Eighteen months ago, he produced an album for Corsham band Countermine, an experience which convinced him that Wiltshire was a hotbed for exciting new artists.
"Countermine are an incredibly talented bunch of guys, and this certainly isn't a sleepy backwater," he said. "There's a wealth of raw new talent here, and there are a lot of creative people around video directors, graphics companies, internet specialists it's not what I expected, and it's very exciting.
"I was at the Real World recording studios in Box yesterday, and it really struck me that to have that happening in a small rural community is fantastic. I enjoy being part of that community it's good to be able to put something back in to it. People can say 'he's had 20 years in the music industry, and he's still takes notice of us,' and that's great."
Ure says there is no mystery about the fact that so many established musicians have settled in Wiltshire.
"Lots come from the area anyway Hugh Cornwall and Peter Gabriel, for instance but for the rest of us, it's a great place to be when you are a certain age and you're bringing up children," he said.
"I sometimes think if you dropped a bomb on Box you'd wipe out half the names in the British music industry."
Ure himself has four daughters aged between 14 and two years, and decided to move to the area when he was in Bath for a performance at the Theatre Royal.
"I was living in Notting Hill, which is great when you're young, but not much good when you're bringing up a family. Then I looked around Wiltshire and really loved it.
"My theory on life is that it is a continual process of running away. I've moved twice to escape the violence of inner cities from Glasgow to London, and from there to Monkton Farleigh but I don't detect that sort of problem in Wiltshire."
"Glasgow was a very bigoted city when I was growing up. Take the two football teams: Rangers and Celtic, one Protestant, the other Catholic. If you were the wrong religion, you couldn't play for them. When I went to London, I'd been there a while before I realised I had no idea what religion my friends were... and that it didn't matter. So I began to question the idea of religion."
Ure has been questioning things ever since. His new album, Move Me his first in five years is full of major questions. "I didn't feel in control, and began asking questions on behalf of my children," he said.
Beneath A Spielberg Sky, the first single to be released from the album, is an epic track, asking big, fundamental questions about what the establishment is doing on our behalf.
"When the end of the world happens, we will watch it on TV because we just won't recognise it's happening around us," said Ure. "But we probably won't realise it's real, even then we have become immune to things because of the way they are handled.

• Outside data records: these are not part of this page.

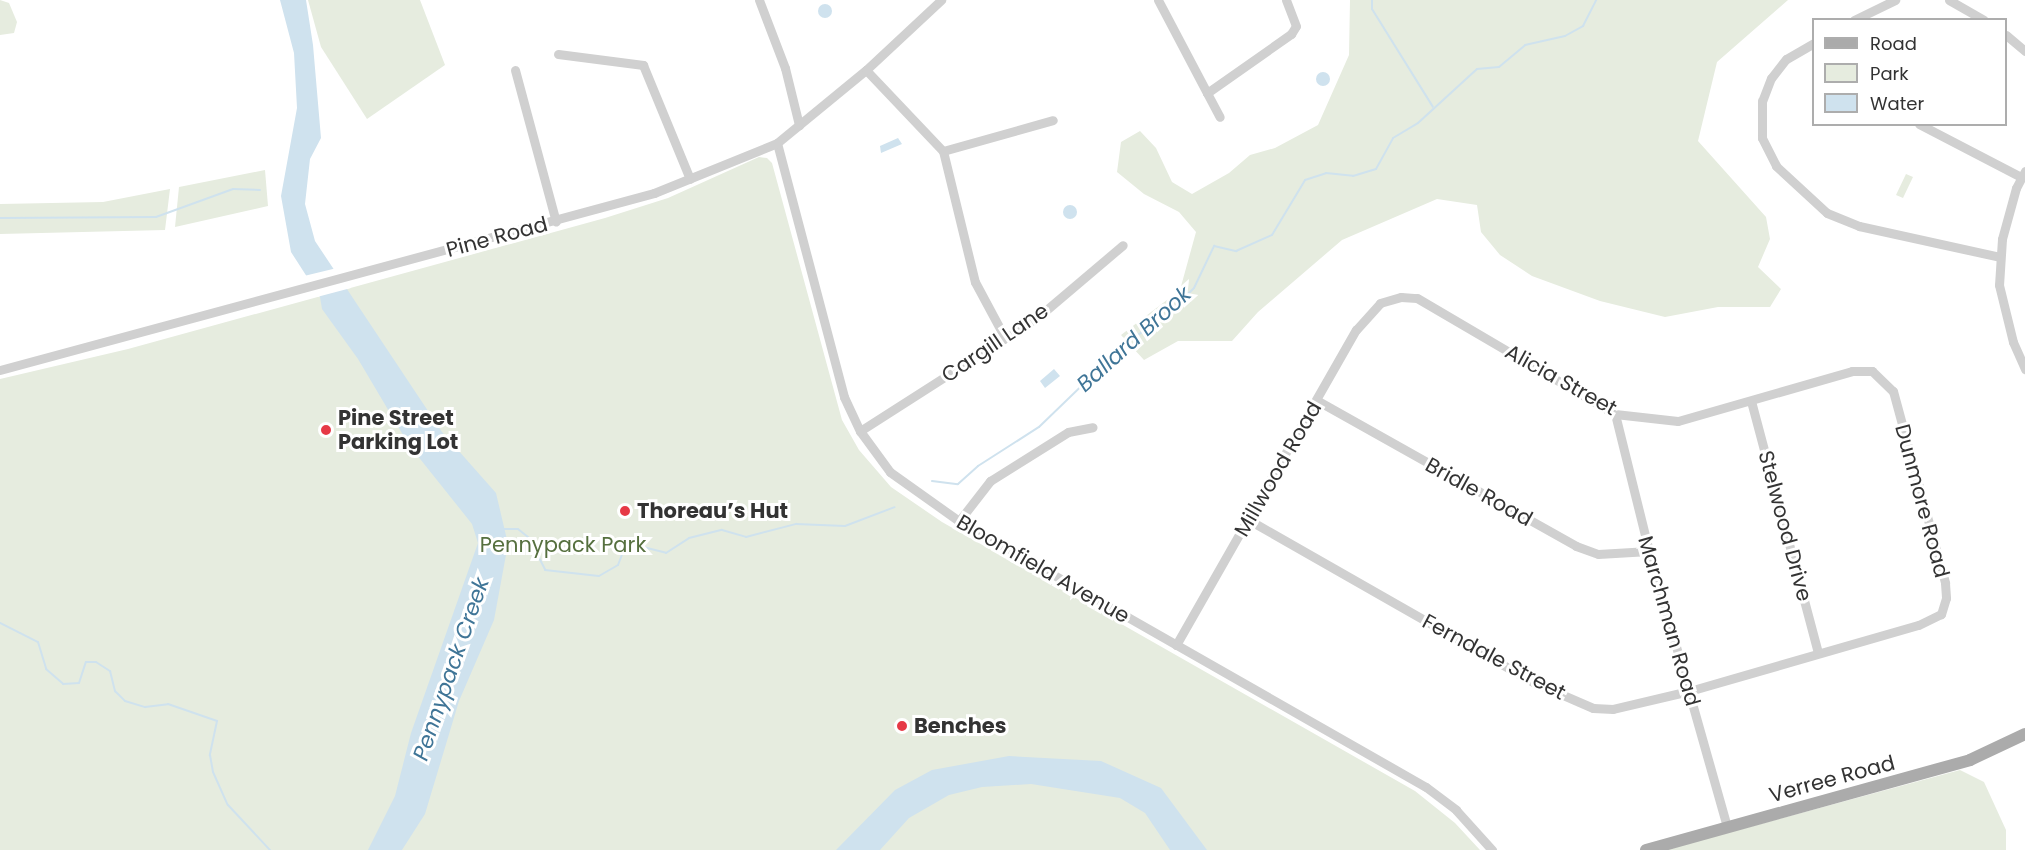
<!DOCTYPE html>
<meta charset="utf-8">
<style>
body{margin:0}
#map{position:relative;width:2025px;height:850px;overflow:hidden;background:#fff;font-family:Poppins,sans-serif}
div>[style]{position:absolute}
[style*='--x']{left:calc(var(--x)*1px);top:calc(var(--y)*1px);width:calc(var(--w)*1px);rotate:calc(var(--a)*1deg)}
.green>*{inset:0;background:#e6ecdf}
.water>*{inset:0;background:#cfe2ee}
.round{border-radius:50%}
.pier>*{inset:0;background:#fff}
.stream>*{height:2px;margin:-1px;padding:0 1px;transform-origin:1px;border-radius:1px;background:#cfe2ee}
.minor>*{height:9px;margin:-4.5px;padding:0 4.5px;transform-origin:4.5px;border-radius:4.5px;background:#d0d0d0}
.major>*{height:12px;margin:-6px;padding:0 6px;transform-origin:6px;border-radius:6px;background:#ababab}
.dots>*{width:16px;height:16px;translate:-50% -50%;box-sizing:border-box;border:3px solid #fff;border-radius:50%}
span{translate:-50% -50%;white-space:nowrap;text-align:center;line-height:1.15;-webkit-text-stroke:6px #fff;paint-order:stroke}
.street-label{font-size:21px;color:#333}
.poi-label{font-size:21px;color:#333;font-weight:700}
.left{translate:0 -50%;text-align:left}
.park-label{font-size:21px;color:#56703f}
.water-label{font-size:22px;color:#3f7597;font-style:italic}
.legend{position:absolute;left:1812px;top:18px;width:195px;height:108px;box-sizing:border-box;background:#fff;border:2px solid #adadad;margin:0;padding:8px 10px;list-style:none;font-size:18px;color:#333}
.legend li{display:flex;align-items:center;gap:12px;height:30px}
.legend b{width:30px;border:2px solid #adadad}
</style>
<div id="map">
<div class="green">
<div style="clip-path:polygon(0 0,9px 3px,17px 22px,14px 33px,0 35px)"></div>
<div style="clip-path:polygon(308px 0,420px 0,445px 65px,367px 119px,321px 47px)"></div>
<div style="clip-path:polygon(1350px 0,1788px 0,1717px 62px,1698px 141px,1766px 217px,1770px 239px,1758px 267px,1781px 289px,1770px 307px,1718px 307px,1665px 317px,1600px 301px,1532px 276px,1500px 255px,1481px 232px,1477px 205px,1437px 199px,1342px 240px,1258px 312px,1232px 341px,1178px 341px,1144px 360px,1121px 335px,1180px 290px,1196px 232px,1179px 212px,1144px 194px,1117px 172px,1121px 142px,1140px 131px,1156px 148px,1172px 182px,1192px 194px,1229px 173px,1250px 155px,1275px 148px,1318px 125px,1349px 55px)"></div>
<div style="clip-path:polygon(759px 157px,767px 158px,772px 163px,842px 420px,859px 450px,891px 487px,942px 522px,1415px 791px,1455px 823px,1480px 850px,0 850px,0 379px,128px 349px,605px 218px,668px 198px)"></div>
<div style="clip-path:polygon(265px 170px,268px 206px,175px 227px,179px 187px)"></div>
<div style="clip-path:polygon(1906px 174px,1913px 177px,1903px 198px,1896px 195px)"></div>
<div style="clip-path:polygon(170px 189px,165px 230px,0 234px,0 204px,103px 202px)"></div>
<div style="clip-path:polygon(1960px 770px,1984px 782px,2006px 830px,2006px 850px,1664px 850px)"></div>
</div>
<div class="water">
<div style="clip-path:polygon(280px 0,306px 0,313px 45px,321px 138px,310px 159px,305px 204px,315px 241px,442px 432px,496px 493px,508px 544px,494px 620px,459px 701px,425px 814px,402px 850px,368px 850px,395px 796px,411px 733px,478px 543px,472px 524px,409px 445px,358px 359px,322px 309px,320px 297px,291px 252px,281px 196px,297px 108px,294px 53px)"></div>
<div class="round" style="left:818px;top:4px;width:14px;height:14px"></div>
<div class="round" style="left:1316px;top:72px;width:14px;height:14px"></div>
<div style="clip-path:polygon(898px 138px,902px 144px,881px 153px,880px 146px)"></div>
<div class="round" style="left:1063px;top:205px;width:14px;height:14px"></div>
<div style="clip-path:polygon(1054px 369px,1060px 376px,1045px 388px,1040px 381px)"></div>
<div style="clip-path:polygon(1009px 756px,1101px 761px,1161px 788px,1207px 850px,1170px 850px,1145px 813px,1120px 798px,1031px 784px,982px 787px,949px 795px,909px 818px,880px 850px,836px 850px,895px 790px,932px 770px)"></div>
</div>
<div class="pier">
<div style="clip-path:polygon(337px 268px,351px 288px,317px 297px,304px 276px)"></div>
</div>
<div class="stream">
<div style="--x:1372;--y:0;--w:9;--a:90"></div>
<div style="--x:1372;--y:9;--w:115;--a:58.1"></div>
<div style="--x:0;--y:218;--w:156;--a:-0.4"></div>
<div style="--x:156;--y:217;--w:82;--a:-20"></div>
<div style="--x:233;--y:189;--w:27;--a:2"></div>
<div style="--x:932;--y:481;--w:26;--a:7"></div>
<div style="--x:958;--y:484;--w:27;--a:-42"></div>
<div style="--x:978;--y:466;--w:72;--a:-32.6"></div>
<div style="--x:1039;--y:427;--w:120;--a:-44"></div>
<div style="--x:1125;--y:344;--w:49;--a:-35"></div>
<div style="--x:1165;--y:316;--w:40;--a:-44"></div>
<div style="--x:1194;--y:288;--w:47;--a:-64.5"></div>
<div style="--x:1214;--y:246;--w:23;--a:13"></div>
<div style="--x:1236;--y:251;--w:39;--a:-24"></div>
<div style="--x:1272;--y:235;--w:64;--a:-59"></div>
<div style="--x:1305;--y:180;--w:22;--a:-18"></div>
<div style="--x:1326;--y:173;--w:27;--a:6"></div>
<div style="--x:1353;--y:176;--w:24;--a:-17"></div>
<div style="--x:1376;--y:169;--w:35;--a:-61"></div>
<div style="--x:1393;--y:138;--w:29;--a:-31"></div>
<div style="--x:1418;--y:123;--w:80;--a:-42.5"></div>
<div style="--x:1477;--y:69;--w:22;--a:-5"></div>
<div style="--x:1499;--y:67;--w:34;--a:-40"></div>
<div style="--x:1525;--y:45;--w:41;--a:-12.7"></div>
<div style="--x:1565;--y:36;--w:21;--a:-29"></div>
<div style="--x:1583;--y:26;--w:29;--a:-63"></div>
<div style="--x:502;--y:529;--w:16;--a:0"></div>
<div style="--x:518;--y:529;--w:14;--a:39"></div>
<div style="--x:529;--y:538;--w:36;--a:63"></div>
<div style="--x:545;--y:570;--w:54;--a:6.3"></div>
<div style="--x:599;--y:576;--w:22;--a:-30"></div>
<div style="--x:618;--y:565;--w:17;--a:-69"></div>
<div style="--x:624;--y:549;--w:12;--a:-20"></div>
<div style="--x:635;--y:545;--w:32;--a:14"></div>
<div style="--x:666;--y:553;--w:27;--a:-33"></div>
<div style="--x:689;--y:538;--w:34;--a:-14"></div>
<div style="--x:722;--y:530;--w:25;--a:16"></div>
<div style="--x:746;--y:537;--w:52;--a:-14.6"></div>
<div style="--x:796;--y:524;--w:49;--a:2.3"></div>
<div style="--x:845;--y:526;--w:53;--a:-20.8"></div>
<div style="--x:0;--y:623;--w:42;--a:26.6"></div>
<div style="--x:38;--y:642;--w:28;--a:73"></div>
<div style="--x:46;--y:669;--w:23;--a:41"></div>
<div style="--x:63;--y:684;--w:16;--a:-4"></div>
<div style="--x:79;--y:683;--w:22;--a:-72"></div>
<div style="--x:86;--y:662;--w:10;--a:0"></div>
<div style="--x:96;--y:662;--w:17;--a:33"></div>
<div style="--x:110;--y:671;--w:21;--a:76"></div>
<div style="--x:115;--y:691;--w:14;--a:45"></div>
<div style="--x:125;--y:701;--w:21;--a:17"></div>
<div style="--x:145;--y:707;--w:23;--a:-7"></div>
<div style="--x:168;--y:704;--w:52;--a:19.1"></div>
<div style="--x:217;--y:721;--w:35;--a:102"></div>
<div style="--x:210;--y:755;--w:17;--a:80"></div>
<div style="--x:213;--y:772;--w:36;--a:66"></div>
<div style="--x:228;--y:805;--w:62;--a:47"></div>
</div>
<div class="minor">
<div style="--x:759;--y:0;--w:73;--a:69.1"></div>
<div style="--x:785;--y:68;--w:59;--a:76.2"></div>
<div style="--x:1158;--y:0;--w:105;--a:62.2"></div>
<div style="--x:1207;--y:93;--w:103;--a:-35.1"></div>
<div style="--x:1291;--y:34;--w:9;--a:-58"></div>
<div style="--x:1296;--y:26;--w:28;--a:-111"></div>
<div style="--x:1949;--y:0;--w:40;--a:29.7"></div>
<div style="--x:1854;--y:20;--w:46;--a:-26"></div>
<div style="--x:2006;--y:35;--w:25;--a:40"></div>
<div style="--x:1814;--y:43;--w:32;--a:150"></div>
<div style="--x:1786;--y:59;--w:24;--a:128"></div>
<div style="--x:1771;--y:78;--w:25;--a:111"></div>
<div style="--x:1762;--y:101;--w:37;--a:90"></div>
<div style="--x:1762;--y:138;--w:31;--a:63"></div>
<div style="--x:1776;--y:166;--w:69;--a:42.7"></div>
<div style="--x:1827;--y:213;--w:35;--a:22"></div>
<div style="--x:1859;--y:226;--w:144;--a:12.4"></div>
<div style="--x:558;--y:54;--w:86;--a:7.4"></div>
<div style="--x:643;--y:65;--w:123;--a:67.6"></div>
<div style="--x:515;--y:70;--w:157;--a:74.9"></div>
<div style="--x:866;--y:70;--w:112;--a:46.5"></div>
<div style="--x:943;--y:151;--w:135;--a:76.3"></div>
<div style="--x:975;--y:282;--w:64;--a:61.8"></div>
<div style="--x:1207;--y:93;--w:27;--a:62"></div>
<div style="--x:1919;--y:124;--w:115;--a:27.5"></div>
<div style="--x:777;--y:143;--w:263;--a:75.2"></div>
<div style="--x:844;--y:397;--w:38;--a:65"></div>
<div style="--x:860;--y:431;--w:51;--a:53.8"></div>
<div style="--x:890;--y:472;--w:85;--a:35.4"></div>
<div style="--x:959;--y:521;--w:537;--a:29.67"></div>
<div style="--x:1426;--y:787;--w:38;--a:37"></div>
<div style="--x:1456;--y:810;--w:54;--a:48"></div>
<div style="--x:943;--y:151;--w:114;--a:-15.7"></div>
<div style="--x:2025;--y:171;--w:19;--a:118"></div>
<div style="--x:2016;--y:188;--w:53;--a:105.4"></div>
<div style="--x:2002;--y:239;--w:46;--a:93.7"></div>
<div style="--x:1999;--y:285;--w:59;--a:76.2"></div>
<div style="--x:2013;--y:342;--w:30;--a:66"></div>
<div style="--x:0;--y:370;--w:678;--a:-15.14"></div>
<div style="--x:654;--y:193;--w:133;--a:-22.1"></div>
<div style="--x:777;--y:143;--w:115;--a:-39.4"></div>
<div style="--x:866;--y:70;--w:103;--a:-43"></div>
<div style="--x:1318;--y:401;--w:296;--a:29.3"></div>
<div style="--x:1576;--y:546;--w:23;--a:20"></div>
<div style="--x:1598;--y:554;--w:51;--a:-3.4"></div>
<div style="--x:1751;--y:401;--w:260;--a:75.1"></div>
<div style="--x:1615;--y:414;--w:141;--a:76.1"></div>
<div style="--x:1649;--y:551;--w:287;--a:74.2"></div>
<div style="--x:860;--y:431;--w:211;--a:-32.6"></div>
<div style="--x:1038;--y:317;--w:111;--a:-40.3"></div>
<div style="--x:959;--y:521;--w:51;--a:-52.2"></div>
<div style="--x:990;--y:481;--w:92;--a:-32.1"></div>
<div style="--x:1068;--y:432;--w:25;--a:-11"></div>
<div style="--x:1176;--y:645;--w:363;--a:-60.3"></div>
<div style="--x:1356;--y:330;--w:36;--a:-48"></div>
<div style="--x:1380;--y:303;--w:22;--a:-16"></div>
<div style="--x:1401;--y:297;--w:16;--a:4"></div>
<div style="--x:1417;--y:298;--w:229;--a:30.4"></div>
<div style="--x:1615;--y:414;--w:63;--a:6.3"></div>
<div style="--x:1678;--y:421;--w:181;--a:-16"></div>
<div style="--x:1852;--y:371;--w:20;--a:0"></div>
<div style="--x:1872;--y:371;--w:29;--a:44"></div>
<div style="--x:1893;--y:391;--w:199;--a:74.8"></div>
<div style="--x:1945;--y:583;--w:15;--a:86"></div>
<div style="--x:1946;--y:598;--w:17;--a:107"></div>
<div style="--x:1941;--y:614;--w:25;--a:154"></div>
<div style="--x:1918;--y:625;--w:238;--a:163.9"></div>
<div style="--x:1689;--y:691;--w:78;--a:166.7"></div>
<div style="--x:1613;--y:709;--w:20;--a:-177"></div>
<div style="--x:1593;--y:708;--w:65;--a:-156.6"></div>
<div style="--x:1533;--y:682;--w:327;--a:-150.3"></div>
</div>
<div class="major">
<div style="--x:1646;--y:850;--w:336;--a:-15.5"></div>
<div style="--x:1970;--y:760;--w:61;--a:-25.3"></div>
</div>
<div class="dots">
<div style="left:326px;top:430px;background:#e63946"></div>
<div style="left:625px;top:511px;background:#e63946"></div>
<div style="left:902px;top:726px;background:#e63946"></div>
</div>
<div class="street-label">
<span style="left:497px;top:237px;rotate:-15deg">Pine Road</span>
<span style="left:995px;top:343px;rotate:-34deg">Cargill Lane</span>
<span style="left:1561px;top:380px;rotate:29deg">Alicia Street</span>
<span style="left:1278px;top:469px;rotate:-60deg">Millwood Road</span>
<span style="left:1479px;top:492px;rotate:29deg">Bridle Road</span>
<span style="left:1922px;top:501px;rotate:75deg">Dunmore Road</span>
<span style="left:1785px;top:526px;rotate:75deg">Stelwood Drive</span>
<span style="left:1043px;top:569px;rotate:30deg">Bloomfield Avenue</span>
<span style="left:1669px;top:621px;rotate:74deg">Marchman Road</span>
<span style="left:1494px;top:657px;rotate:28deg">Ferndale Street</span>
<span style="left:1832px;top:779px;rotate:-15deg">Verree Road</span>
</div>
<div class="poi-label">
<span class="left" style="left:338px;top:430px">Pine Street<br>Parking Lot</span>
<span class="left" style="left:637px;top:511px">Thoreau’s Hut</span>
<span class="left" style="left:914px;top:726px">Benches</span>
</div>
<div class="park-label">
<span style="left:563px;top:545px">Pennypack Park</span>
</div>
<div class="water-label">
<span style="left:1134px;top:339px;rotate:-42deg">Ballard Brook</span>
<span style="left:451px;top:669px;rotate:-71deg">Pennypack Creek</span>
</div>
<ul class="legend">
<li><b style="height:8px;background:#ababab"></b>Road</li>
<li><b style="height:16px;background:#e6ecdf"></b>Park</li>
<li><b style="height:16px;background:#cfe2ee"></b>Water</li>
</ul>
</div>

"Beneath A Spielberg Sky is about all things in life viewed on a screen like a movie. War, love, past and future."
Many of the tracks on the album reflect this epic theme a small man at the mercy of the elements in a large, inhospitable world. In The Refugee Song, for instance, we are 'Just pawns in a game, cast out to the four winds'.
"Songwriting and the creative process is a great vehicle for venting angst," said Ure.
"The songs are definitely about my life. You go through certain phases in your life, and your music is affected by that. I don't have to sit down and invent things. Life is a very interesting tapestry, and can throw some very interesting things at you."
Move Me and Beneath a Spielberg Sky are both due for release on July 2.